Warren v Hill Dickinson LLP  EWHC B1 (Costs) (23 January 2019)
Can a Solicitor obtain an interim payment on a statute bill being disputed by their own client in circumstances where they have applied for assessment within one month of delivery of the bill? Master Leonard has found they can.
The Claimant had instructed Ms Hanna Basha, a solicitor, first at Carter-Ruck, subsequently at PSB Law LLP and, until the end of January 2016, at the Defendant firm. The Defendant acted on his behalf in proceedings for breach of contract against boxer Ricky Burns and for defamation again Mr. Burns’ manager, Alex Morrison, under conditional fee agreements.
On 29 February 2016 and 8 March 2016, the Defendant rendered four bills totalling £922,890.03, which incorporated both the costs of the Defendant and its predecessor firm, PSB Law LLP.
The Claimant issued an application for detailed assessment within a month of delivery of the bills, a dispute having arisen as to whether the CFAs had been validly assigned from his previous solicitors and whether there had been a “win” under the terms of those CFAs so as to entitle the Defendant to payment.

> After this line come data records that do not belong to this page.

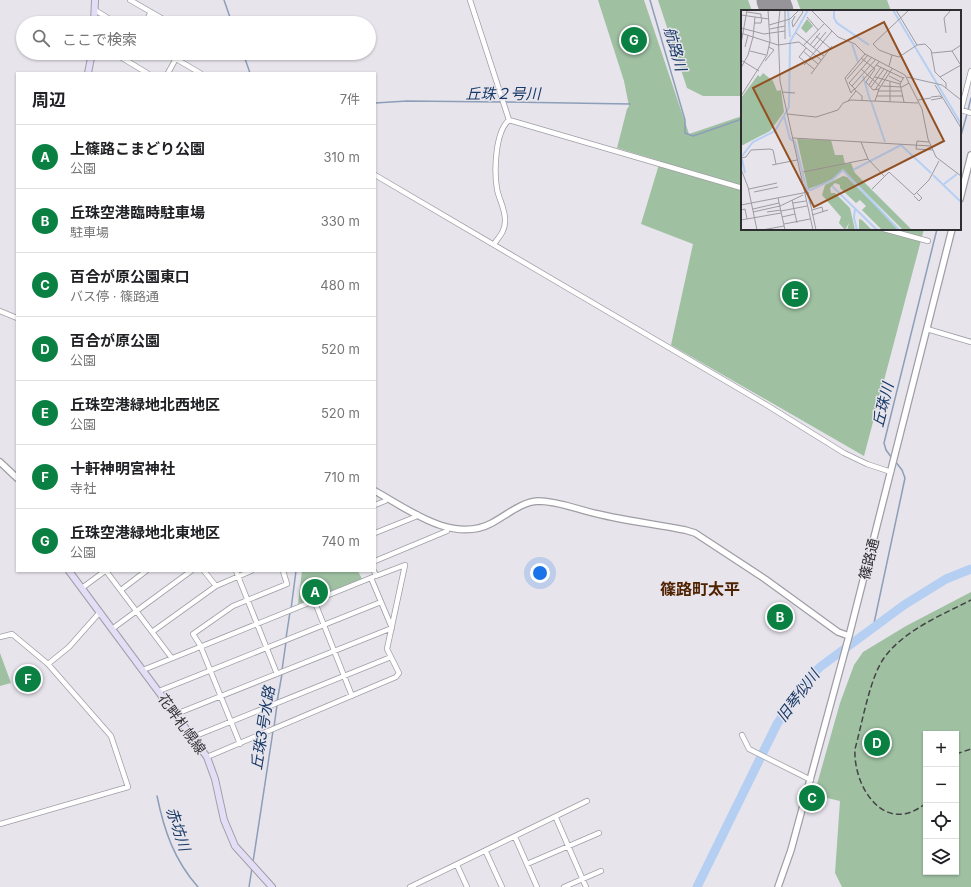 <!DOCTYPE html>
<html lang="ja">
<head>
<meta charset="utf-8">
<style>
	:root { --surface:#fff; --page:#f6f6f6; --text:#202124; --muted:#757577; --line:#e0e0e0; --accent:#0b8043 }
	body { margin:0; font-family:Inter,"Noto Sans JP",sans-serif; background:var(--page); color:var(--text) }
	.controls { position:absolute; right:12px; bottom:12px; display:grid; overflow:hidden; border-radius:0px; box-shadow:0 1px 3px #0004 }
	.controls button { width:36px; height:36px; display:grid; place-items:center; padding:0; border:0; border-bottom:1px solid var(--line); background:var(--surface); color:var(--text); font:20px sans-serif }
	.you { position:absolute; left:540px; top:573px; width:14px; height:14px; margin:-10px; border:3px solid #fff; border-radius:50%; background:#1a73e8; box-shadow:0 0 0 6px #1a73e833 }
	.badge { display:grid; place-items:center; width:26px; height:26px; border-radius:50%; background:var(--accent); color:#fff; font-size:13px; font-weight:700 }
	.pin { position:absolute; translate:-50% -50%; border:2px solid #fff; box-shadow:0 1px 4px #0006 }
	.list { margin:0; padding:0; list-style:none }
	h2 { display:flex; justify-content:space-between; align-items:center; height:52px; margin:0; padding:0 16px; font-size:17px }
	h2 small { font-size:13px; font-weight:400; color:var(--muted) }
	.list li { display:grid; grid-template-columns:26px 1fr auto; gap:12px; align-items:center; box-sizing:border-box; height:64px; padding:0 16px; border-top:1px solid var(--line) }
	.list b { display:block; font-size:15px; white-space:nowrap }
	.list p { margin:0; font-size:13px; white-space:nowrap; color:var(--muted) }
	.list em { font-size:13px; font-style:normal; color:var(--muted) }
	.icon { flex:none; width:22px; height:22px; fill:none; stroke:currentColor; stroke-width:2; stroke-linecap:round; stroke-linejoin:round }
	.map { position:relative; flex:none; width:971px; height:887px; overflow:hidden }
	.search { position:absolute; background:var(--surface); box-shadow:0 1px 3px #0004; left:16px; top:16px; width:360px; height:44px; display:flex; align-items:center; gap:10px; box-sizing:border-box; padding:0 14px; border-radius:22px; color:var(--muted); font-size:15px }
	.panel { position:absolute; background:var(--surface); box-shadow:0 1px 3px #0004; left:16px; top:72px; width:360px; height:500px; border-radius:0px }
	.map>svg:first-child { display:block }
	.green { fill:#9fc1a2; fill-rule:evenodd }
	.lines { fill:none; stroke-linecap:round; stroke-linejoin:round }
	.stream { stroke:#8c9eb8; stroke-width:1.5 }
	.river { stroke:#b5cff3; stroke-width:9 }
	.runway { stroke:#969499; stroke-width:33 }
	.minor-casing { stroke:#a09ea5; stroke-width:6 }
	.tertiary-casing { stroke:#a09ea5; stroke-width:8 }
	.secondary-casing { stroke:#a09ea5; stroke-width:8 }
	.minor { stroke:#fff; stroke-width:4.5 }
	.tertiary { stroke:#fff; stroke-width:5.5 }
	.secondary { stroke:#e4ddf6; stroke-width:6 }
	.rail { stroke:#444346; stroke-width:1.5; stroke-dasharray:6 3; stroke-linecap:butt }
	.labels { text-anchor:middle; stroke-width:3; stroke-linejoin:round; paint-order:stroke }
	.street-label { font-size:14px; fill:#2e2d30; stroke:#e7e4ec }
	.water-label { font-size:15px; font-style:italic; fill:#183a67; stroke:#e7e4ec }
	.quarter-label { font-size:16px; font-weight:bold; fill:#4f2200; stroke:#e7e4ec }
	.inset-river { fill:none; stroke:#b5cff3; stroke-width:2 }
	.inset-road { fill:none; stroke:#9d9ba1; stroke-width:1 }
	.view { fill:#935020; fill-opacity:0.15; stroke:#935020; stroke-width:2 }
	.inset-edge { fill:none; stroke:#2e2d30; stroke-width:2 }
</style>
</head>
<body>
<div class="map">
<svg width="971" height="887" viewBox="0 0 971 887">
	<rect width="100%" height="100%" fill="#e7e4ec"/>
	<path class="green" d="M598,0H644L689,134L742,116V229H924L864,456L671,345L693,244L641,224L660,161L617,148L627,109L629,106L624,81Z
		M658,0H748L752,11H742V96H703L687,88Z
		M797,0H887L891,11H801Z
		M302,571H358L362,579L298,604Z
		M971,592V887H842L835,873L840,801L814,795L840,703L854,665L863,652L906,626ZM926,734H956V872H926Z
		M0,653L11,683L0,686Z"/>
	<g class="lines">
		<path class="stream" d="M224,0L232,23
			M650,0L685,120V133L693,136L742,119
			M243,53L250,73
			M505,102L630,104
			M375,103L407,101L501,102
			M968,110L971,98
			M960,139L967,114
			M892,458L886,450L884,443L937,229
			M291,609L296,571
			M873,628L905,478L902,470L895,461
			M286,638L290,612
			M282,670L286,642
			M277,702L282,674
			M274,727L277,705
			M157,796C164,830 174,860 198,887
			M253,862L273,731
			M249,887L252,868"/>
		<path class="river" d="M697,887L777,724L803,685L820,667L904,605L946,579L971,569"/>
		<path class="runway" d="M773,0L777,11"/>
		<g class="minor-casing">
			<path id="minor" d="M130,0L170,23
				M470,0L509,120L742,188
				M95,10L116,23
				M145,23L151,12
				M114,53L147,73
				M166,53L200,73
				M124,59L128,53
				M971,71L961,110L971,113
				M168,73L179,53
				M375,175L765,404L844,453L867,464L891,472
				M884,229L928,241
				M494,244C499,237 505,231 505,222C506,210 499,200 497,189C494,171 495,132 509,120
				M0,311L17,318
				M927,329L971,342
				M375,505L385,501L387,498
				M375,533L415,517L417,514
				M375,561L447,531L448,527
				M106,571L171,657
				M204,571L216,586
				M236,571L277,674
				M82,588L105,571
				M121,590L146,571
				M314,600L352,696
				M112,629L191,571
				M152,632L216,586L251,571
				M0,637L12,634L48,664L69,647L100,612
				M143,670L373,577
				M159,691L381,602
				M176,714L392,628L371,578
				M742,735L749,749L811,780
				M193,737L391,657
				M240,744L200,645L193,634L233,606L287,584L283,571
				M207,757L396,677L399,673L387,649L405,565L376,576L374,571
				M556,818L586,887
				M0,824L128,787L111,736L48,664
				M515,837L537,887
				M486,852L502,887
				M527,864L599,833
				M457,865L467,887
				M410,887L587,801
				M564,887L601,871"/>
		</g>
		<g class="tertiary-casing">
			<path id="tertiary" d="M960,199L971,155
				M0,462L17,478
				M375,491C409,510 453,544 492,523C507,515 521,502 538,501C559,501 578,510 598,514C626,521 656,524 685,530L695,533L765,579L838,632L849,636
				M778,887L791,850L849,636L952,229"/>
		</g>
		<g class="secondary-casing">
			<path id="secondary" d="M94,23L95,0
				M88,73L92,53
				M69,571L207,757L215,779L224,820L235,846L272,887"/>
		</g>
		<use href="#minor" class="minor"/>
		<use href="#tertiary" class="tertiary"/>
		<use href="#secondary" class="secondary"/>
		<path class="rail" d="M956,754L971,749
			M926,803C885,837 853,787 855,749C862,724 870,677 884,658C904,630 942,615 971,600"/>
	</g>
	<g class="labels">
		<g class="street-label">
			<text transform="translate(869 559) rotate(-76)" y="5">篠路通</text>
			<text transform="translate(182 724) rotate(54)" y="5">花畔札幌線</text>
		</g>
		<g class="water-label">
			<text transform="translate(675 49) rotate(74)" y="5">航路川</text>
			<text x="503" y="99">丘珠２号川</text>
			<text transform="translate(883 405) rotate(-76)" y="5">丘珠川</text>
			<text transform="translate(798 696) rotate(-53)" y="5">旧琴似川</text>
			<text transform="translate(263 728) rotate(-81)" y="5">丘珠3号水路</text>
			<text transform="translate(178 829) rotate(72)" y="5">赤坊川</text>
		</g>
		<g class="quarter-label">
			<text x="700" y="595">篠路町太平</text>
		</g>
	</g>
	<g transform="translate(741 10)">
		<rect width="220" height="220" fill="#e7e4ec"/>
		<path d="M66,9L72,16L65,23L60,18ZM22,63L32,71L36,81L40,80L43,102L29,121L0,136V88L17,65L19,67ZM56,129L90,130L94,145H102L104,154L110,153L114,163L171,220H162L102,160L92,170L67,179ZM102,166L106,167L159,220H141L121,200L125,196L119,190L115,193L99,178V175L94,173L89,178L90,183H94L109,198L114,220H106L108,213L104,220L98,213L100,207L81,185L84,175ZM118,209L121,210L131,220H118Z" fill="#9fc1a2"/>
		<path class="inset-river" d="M47,0L49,27M93,0V8L96,13L128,35M152,0L220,114M111,34L117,52M122,66L129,90M130,91L144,132M43,106L49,129L54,132L69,194M1,146L12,132L34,121L48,97L49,32L67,0M1,149L4,163M112,160L160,135L190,163M192,165L220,192M203,174L216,164M91,176L136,220M65,179L70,180L91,170L102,160L158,220M114,198L113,208L116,220"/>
		<path class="inset-road" d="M39,0L37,18L39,71L72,220M44,0V29M70,0L97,27L114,34L124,44L164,65L181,99L187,129L195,147L220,166M155,0L176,35M6,2L20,4V8M0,5L28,9M54,6L51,12L52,17L62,2L60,0M66,7L77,20M13,13H20L21,8M28,15L49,9L58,0M0,18L23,24L44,21M29,19L44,16M0,23L12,27L14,7M55,23L66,32M205,23L203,8L210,0M75,26L89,38M66,32L83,46M0,34L6,0M69,35L79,23M62,36L83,14M4,37L7,25M65,38L58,47L73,59M72,38L85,22M9,41L25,45M62,41L77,54M211,41L219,54M191,43L211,41L220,35M151,45L138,40L132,34L168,0M120,48L134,59L125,72L132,80L138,79M0,50L18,61M24,51L33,40L28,37M63,55L91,21M135,55L162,68M148,56L151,45L158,47L176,35L184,34L190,40L194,62L205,73V78M0,58L7,45L12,27L37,35L58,32L80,50M120,59L140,77M70,64L91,36M148,66L160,72M134,67L159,74M163,67L159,74L163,92M166,67L201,75L220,90M199,67L220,55M106,69L127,45M128,75L140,57M194,75L220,118M111,76L135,49M141,76L161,77L168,73M130,77L143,59M114,79L108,73L131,47M114,79L138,52M134,80L147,60M137,81H160M41,82L54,83M0,86L26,45L29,31L27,0M136,86H162M190,87L199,86L201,88L190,90M177,90L190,88M107,91L115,81M121,91V86L113,79L110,83L104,68L124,44M134,91L138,79L151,59M149,92V72M46,104L75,107L97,100L102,93L110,90L177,93M52,128L190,136M120,132L127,149M188,132L176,131L175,139L192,140M0,148L5,147L10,140L29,139L32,140L35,154M31,155L56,150M0,159L7,177L16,220M62,162L127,149L143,166M8,179L36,173M131,179L148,162L173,185L188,170L198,151M13,182L37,177M173,186L178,191L181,188L176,183M37,188L44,220M51,190L54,204M52,193L65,191M0,195L67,182L75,220M12,199L38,193M0,200L4,199L6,209M71,200L81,197L82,202M40,201L66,196M12,202L39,196L62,185M26,202L40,200M71,205L87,200M41,207L54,204L56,213M0,210L40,203M43,214L69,209M21,220L43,216"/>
		<path class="view" d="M143,12L203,131L73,197L12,78Z"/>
		<rect width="220" height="220" class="inset-edge"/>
	</g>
</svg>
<div class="controls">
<button>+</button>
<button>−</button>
<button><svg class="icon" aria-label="locate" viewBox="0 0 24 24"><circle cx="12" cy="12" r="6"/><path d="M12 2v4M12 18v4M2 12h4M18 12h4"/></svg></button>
<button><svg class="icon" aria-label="layers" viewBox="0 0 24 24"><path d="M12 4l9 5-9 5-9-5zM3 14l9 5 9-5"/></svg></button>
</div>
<div class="you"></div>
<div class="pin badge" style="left:315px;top:592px">A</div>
<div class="pin badge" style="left:780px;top:617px">B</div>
<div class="pin badge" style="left:812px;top:798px">C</div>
<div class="pin badge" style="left:877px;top:743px">D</div>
<div class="pin badge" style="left:795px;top:294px">E</div>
<div class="pin badge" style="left:28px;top:679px">F</div>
<div class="pin badge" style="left:634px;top:40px">G</div>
<div class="search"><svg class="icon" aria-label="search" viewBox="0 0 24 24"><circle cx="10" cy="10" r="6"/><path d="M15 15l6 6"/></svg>ここで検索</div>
<section class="panel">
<h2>周辺<small>7件</small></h2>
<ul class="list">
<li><span class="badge">A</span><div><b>上篠路こまどり公園</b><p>公園</p></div><em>310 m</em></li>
<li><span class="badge">B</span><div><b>丘珠空港臨時駐車場</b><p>駐車場</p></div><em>330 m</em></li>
<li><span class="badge">C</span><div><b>百合が原公園東口</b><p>バス停 · 篠路通</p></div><em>480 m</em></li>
<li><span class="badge">D</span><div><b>百合が原公園</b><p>公園</p></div><em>520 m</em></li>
<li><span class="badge">E</span><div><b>丘珠空港緑地北西地区</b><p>公園</p></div><em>520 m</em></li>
<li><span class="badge">F</span><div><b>十軒神明宮神社</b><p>寺社</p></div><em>710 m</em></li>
<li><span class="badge">G</span><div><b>丘珠空港緑地北東地区</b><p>公園</p></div><em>740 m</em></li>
</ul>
</section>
</div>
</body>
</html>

Master Leonard found for the Defendant in respect of both of the preliminary issues and the matter was directed towards a full Detailed Assessment hearing. On 6 July 2018, the Defendant applied for an interim costs certificate in the sum of £636,583.83.
The Relevant Rules
The issue that arose was whether the court had jurisdiction to order an interim payment under CPR 47, which governs procedure for the detailed assessment of costs awarded between parties to litigation. The extent to which this Rule applies to assessments between Solicitor and Client was disputed, with the Defendant relying on CPR 47.16 and the Claimant opposing its application to solicitor-own client assessments and relying on S.70(1) of the Act.
Pursuant to S.70(1) of the Solicitors Act 1974, where an application is made for assessment within one month from delivery of the bill, the High Court shall “without requiring any sum to be paid into court” order that the bill be assessed and that no action be commenced on the bill until the assessment is completed.
CPR 47.16 provides:
“The court may at any time after the receiving party has filed a request for a detailed assessment hearing… issue an interim costs certificate for such sum as it considers appropriate…”
The relevant Rules governing assessments between solicitor and client are found in CPR 46. CPR 46 PD 6.18 provides:
“If, in the course of a detailed assessment hearing of a solicitor’s bill to that solicitor’s client, it appears to the court that in any event the solicitor will be liable in connection with that bill to pay money to the client, it may issue an interim certificate specifying an amount which in its opinion is payable by the solicitor to the client.”
However, CPR 46 contained no other reference to interim payments pending completion of the detailed assessment. The old Costs Practice Direction, which was replaced in April 2013, previously made reference to the power to issue interim costs certificates, however this had been omitted from the new CPR 46 and Practice Direction.
Master Leonard’s Judgment
Having considered the relevant rules, Master Leonard was of the view that S.70(1) of the Solicitors Act did not prohibit the issue of an interim costs certificate in detailed assessment proceedings between a solicitor and client, on the basis that S.70(1) of the Act was dealing with an application for an order for assessment and not the detailed assessment proceedings. Master Leonard was of the view the two were separate, self-contained proceedings.
Furthermore, Master Leonard found that at least parts I, V and VII of CPR 47 and the corresponding parts of Practice Direction 47 apply to solicitor/client detailed assessments, except in so far as they are inconsistent with CPR 46, Practice Direction 46 or the primary statutory provisions governing solicitor/client assessments.
Master Leonard found CPR 47.16 was not inconsistent with CPR 46. His view was that, as long as the receiving party in a solicitor/client assessment could be identified, and that receiving party had filed a request for a detailed assessment hearing under CPR 46.10(5), then that receiving party could apply for an interim costs certificate under CPR 47.16.
In any event, Master Leonard also noted the application of CPR 25.1(1)(k), which deals with interim payments generally, is not expressly confined to proceedings under CPR Part 7.
In the matter before him, Master Leonard found the Defendant was the receiving party and had filed a request for detailed assessment and therefore he was entitled to issue an interim costs certificate, albeit he ultimately awarded less than the Defendant sought.
This is good news for Solicitors, who often face a lengthy period prior to detailed assessment of their statute bills without funds from a former client who may not even be disputing the entirety of the claim for costs.